(Collected data entries)
========================================================================

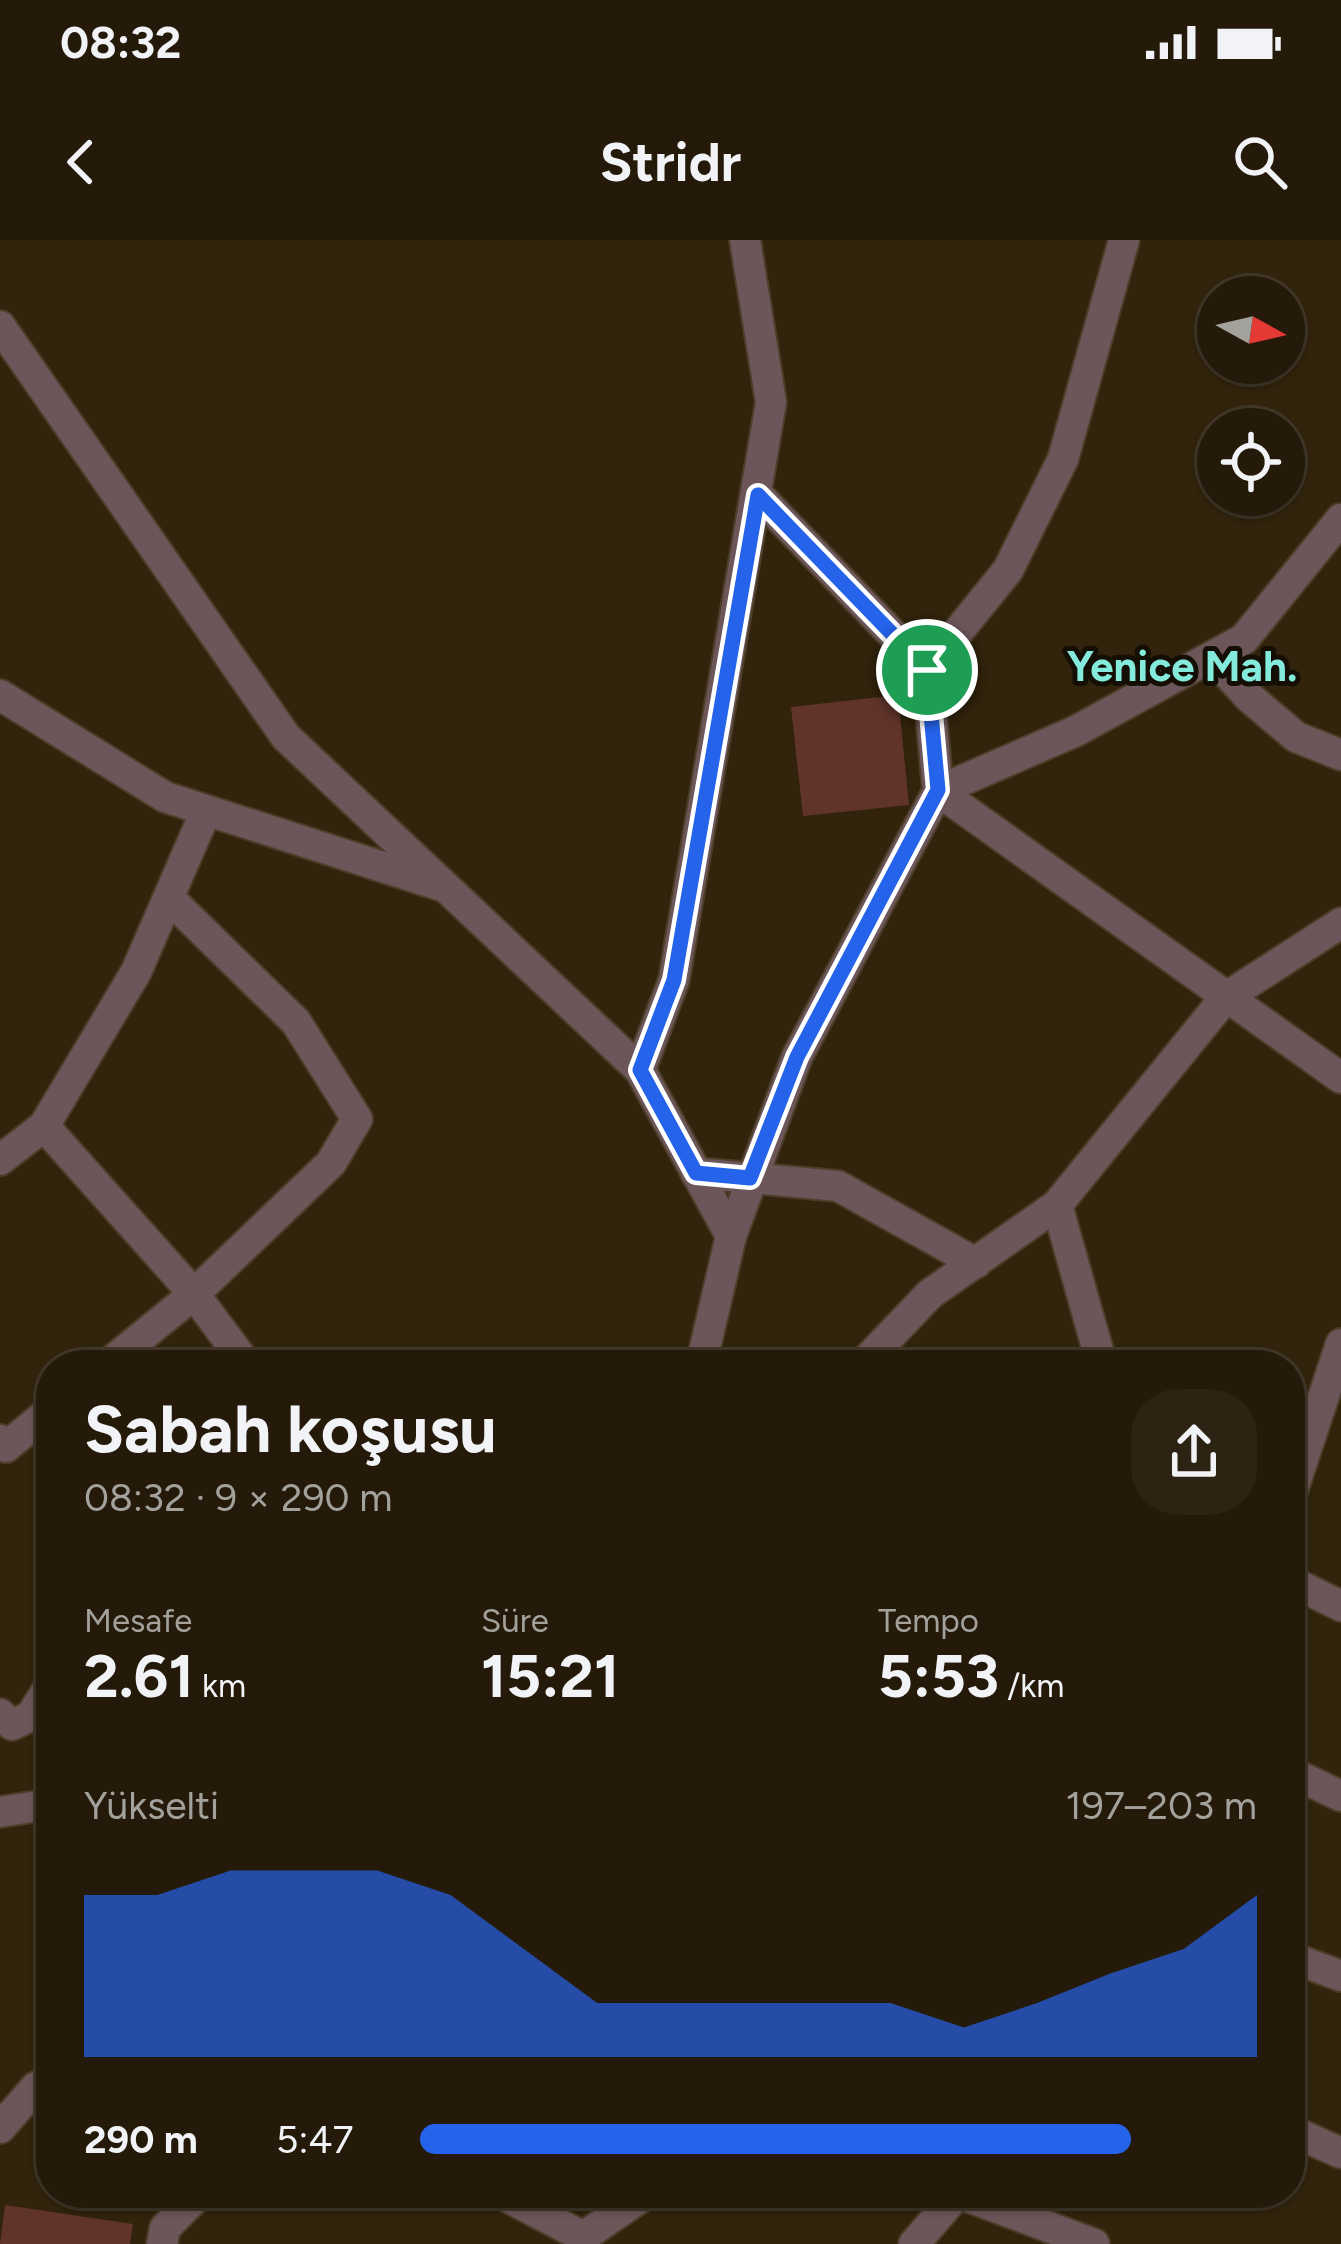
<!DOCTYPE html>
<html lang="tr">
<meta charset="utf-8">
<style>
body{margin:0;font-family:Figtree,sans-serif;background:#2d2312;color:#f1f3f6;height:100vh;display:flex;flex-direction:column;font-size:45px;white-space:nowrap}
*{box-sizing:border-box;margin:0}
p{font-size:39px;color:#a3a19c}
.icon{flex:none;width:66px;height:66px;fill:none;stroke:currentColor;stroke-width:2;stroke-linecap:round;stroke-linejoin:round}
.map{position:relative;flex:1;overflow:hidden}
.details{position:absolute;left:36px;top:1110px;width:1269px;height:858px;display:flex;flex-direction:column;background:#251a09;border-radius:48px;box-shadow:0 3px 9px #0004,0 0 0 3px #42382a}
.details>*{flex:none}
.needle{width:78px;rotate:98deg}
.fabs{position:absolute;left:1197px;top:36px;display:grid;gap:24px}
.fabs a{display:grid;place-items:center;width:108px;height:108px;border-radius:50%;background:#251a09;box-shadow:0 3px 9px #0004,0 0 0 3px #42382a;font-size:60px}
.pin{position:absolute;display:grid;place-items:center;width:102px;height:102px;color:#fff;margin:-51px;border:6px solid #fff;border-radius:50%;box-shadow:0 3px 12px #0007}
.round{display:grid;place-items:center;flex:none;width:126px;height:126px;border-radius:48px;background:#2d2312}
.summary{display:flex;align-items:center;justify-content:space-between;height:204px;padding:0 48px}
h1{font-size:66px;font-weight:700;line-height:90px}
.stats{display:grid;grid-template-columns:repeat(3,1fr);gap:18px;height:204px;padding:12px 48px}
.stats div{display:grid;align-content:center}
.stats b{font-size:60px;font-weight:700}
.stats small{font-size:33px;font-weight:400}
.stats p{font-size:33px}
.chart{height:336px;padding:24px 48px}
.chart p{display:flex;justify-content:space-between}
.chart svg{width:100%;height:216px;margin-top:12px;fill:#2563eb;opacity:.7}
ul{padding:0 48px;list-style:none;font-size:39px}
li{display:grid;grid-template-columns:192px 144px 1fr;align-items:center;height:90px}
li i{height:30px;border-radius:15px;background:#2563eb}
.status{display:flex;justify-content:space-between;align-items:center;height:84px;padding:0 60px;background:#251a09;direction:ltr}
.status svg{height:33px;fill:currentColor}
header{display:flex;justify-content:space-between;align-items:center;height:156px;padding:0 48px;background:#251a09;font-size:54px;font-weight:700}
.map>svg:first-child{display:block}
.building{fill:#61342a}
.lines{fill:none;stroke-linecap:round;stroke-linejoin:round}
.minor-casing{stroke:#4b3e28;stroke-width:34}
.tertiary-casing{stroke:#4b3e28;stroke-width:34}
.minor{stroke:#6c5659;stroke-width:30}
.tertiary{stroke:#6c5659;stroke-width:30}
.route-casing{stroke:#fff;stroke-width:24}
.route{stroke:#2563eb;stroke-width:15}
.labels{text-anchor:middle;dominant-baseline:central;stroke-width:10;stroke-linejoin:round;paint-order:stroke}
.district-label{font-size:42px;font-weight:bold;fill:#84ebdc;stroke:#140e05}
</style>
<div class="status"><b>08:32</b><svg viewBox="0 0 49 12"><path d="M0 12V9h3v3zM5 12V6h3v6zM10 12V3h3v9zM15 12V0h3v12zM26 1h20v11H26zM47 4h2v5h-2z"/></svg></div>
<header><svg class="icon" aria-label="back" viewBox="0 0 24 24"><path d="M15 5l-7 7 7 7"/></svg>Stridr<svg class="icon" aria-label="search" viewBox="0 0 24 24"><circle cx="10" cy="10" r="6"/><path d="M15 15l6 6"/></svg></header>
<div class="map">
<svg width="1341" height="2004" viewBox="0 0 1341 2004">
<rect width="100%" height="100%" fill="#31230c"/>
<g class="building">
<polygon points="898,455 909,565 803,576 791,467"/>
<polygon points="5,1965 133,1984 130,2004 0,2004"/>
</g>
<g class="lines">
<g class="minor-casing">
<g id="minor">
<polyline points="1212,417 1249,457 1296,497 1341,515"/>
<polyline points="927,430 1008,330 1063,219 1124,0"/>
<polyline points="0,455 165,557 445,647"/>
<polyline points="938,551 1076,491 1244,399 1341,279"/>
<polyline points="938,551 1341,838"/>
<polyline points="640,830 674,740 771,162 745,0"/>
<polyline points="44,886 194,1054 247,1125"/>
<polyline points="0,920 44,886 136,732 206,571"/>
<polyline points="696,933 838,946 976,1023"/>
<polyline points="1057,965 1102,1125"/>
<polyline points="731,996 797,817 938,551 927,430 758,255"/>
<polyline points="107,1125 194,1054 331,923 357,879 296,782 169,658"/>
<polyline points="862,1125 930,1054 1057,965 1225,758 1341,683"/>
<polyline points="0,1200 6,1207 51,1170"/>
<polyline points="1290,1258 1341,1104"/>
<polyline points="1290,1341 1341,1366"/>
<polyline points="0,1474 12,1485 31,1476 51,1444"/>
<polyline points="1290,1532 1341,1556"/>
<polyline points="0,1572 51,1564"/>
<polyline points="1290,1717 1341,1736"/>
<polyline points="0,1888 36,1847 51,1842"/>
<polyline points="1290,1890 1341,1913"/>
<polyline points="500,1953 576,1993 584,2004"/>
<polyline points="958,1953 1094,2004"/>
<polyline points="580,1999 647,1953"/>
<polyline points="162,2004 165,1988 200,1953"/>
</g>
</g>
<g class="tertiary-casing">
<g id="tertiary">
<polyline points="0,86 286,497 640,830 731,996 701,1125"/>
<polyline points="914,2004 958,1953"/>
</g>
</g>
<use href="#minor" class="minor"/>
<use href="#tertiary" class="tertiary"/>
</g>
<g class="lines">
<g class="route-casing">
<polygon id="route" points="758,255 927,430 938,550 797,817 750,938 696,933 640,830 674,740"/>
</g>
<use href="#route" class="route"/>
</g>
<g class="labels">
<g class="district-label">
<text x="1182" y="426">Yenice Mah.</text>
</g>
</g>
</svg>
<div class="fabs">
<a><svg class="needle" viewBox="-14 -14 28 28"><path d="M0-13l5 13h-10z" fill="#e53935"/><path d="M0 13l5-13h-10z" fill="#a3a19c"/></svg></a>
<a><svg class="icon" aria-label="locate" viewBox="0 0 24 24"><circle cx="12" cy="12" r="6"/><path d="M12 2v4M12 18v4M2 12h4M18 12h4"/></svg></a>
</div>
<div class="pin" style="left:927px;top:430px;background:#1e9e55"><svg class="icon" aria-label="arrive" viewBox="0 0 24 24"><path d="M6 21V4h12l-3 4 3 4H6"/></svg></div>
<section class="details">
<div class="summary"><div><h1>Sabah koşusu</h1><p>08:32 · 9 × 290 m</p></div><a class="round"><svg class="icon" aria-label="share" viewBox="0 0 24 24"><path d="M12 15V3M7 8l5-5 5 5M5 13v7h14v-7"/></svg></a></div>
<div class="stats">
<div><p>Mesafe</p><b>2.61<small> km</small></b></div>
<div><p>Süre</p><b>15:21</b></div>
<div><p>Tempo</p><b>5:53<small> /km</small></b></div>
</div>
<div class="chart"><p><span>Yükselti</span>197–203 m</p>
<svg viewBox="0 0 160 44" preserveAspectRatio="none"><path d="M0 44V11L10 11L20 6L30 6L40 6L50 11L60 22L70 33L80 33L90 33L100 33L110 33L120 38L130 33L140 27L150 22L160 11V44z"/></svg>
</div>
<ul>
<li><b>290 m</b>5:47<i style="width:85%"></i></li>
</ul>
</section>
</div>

========================================================================

Problem details:
Copy range, inclusive: the line holding "21V4h12l-3 4 3" to the line holding "<div><p>Mesafe</p><b>2.61<small> km</small></b></div>". Reproduce exactly those lines of the records above and no others.

Answer space:
<div class="pin" style="left:927px;top:430px;background:#1e9e55"><svg class="icon" aria-label="arrive" viewBox="0 0 24 24"><path d="M6 21V4h12l-3 4 3 4H6"/></svg></div>
<section class="details">
<div class="summary"><div><h1>Sabah koşusu</h1><p>08:32 · 9 × 290 m</p></div><a class="round"><svg class="icon" aria-label="share" viewBox="0 0 24 24"><path d="M12 15V3M7 8l5-5 5 5M5 13v7h14v-7"/></svg></a></div>
<div class="stats">
<div><p>Mesafe</p><b>2.61<small> km</small></b></div>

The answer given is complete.